EXERCISE DATA ::
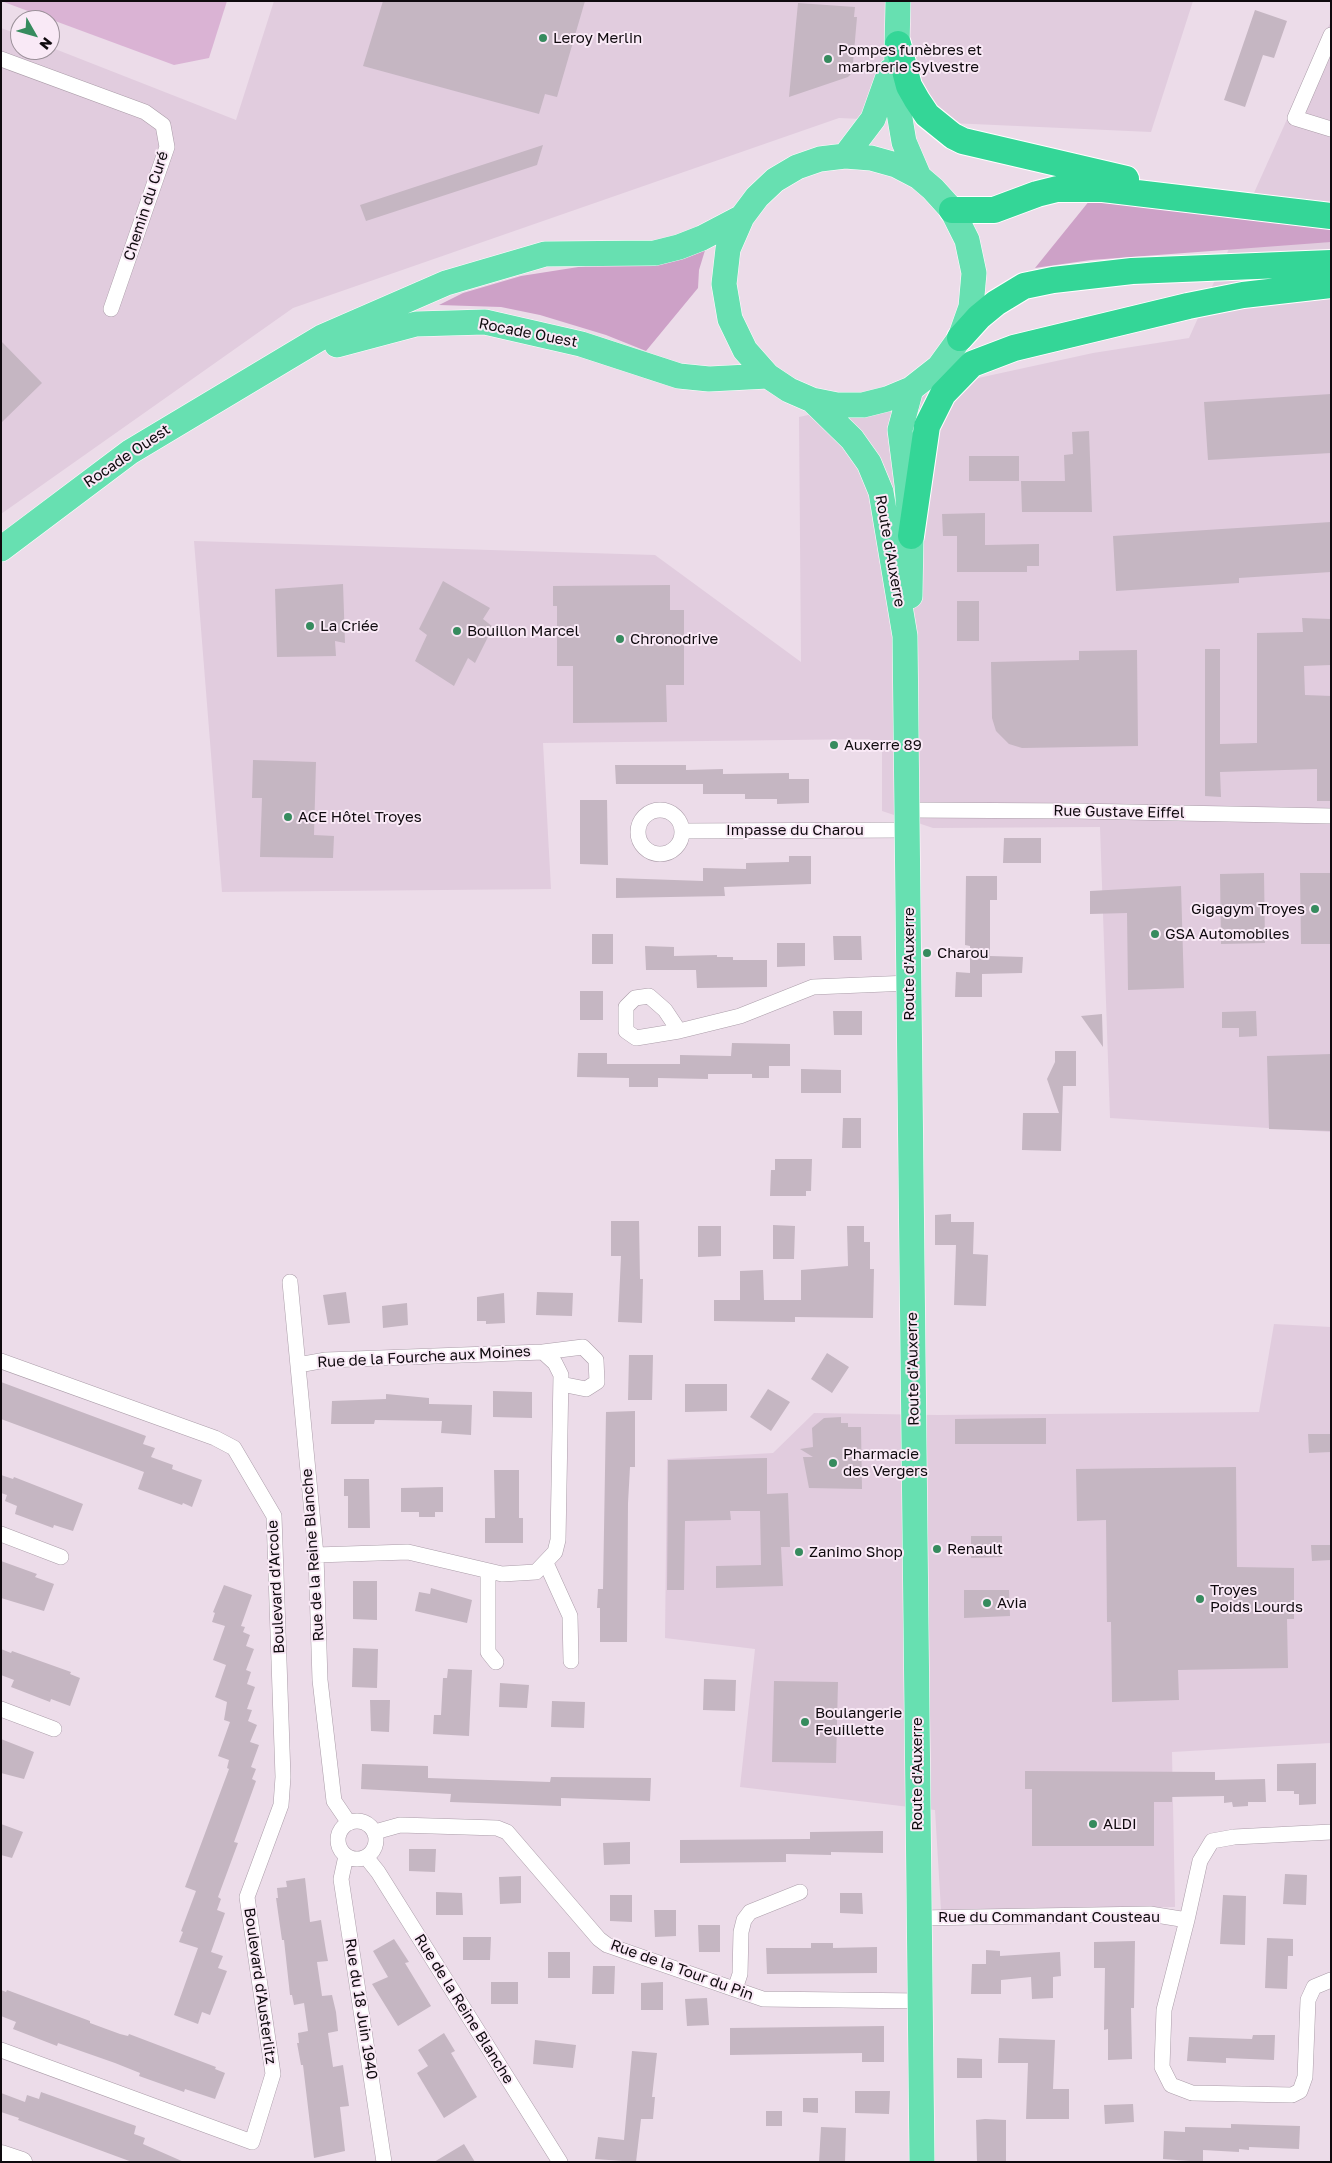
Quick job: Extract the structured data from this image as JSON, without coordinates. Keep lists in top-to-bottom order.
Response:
{
  "streets": {
    "main road": ["Rocade Ouest", "Route d'Auxerre"],
    "street": [
      "Chemin du Curé",
      "Rue Gustave Eiffel",
      "Impasse du Charou",
      "Rue de la Fourche aux Moines",
      "Rue de la Reine Blanche",
      "Boulevard d'Arcole",
      "Rue du Commandant Cousteau",
      "Rue de la Tour du Pin",
      "Boulevard d'Austerlitz",
      "Rue du 18 Juin 1940"
    ]
  },
  "crossings": [
    ["Route d'Auxerre", "Rue Gustave Eiffel"],
    ["Route d'Auxerre", "Impasse du Charou"],
    ["Route d'Auxerre", "Rue du Commandant Cousteau"],
    ["Route d'Auxerre", "Rue de la Tour du Pin"],
    ["Rue Gustave Eiffel", "Impasse du Charou"],
    ["Rue de la Fourche aux Moines", "Rue de la Reine Blanche"],
    ["Rue de la Reine Blanche", "Rue de la Tour du Pin"],
    ["Rue de la Reine Blanche", "Rue du 18 Juin 1940"],
    ["Boulevard d'Arcole", "Boulevard d'Austerlitz"],
    ["Rue de la Tour du Pin", "Rue du 18 Juin 1940"]
  ],
  "places": [
    "Leroy Merlin",
    "Pompes funèbres et marbrerie Sylvestre",
    "La Criée",
    "Bouillon Marcel",
    "Chronodrive",
    "Auxerre 89",
    "ACE Hôtel Troyes",
    "Gigagym Troyes",
    "GSA Automobiles",
    "Charou",
    "Pharmacie des Vergers",
    "Renault",
    "Zanimo Shop",
    "Troyes Poids Lourds",
    "Avia",
    "Boulangerie Feuillette",
    "ALDI"
  ],
  "north": "bottom right"
}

WHAT THIS TASK INVOLVES ::
In the entries above, which lines hold the string "Troyes"? Report all of them.

TASK OUTPUT ::
    "ACE Hôtel Troyes",
    "Gigagym Troyes",
    "Troyes Poids Lourds",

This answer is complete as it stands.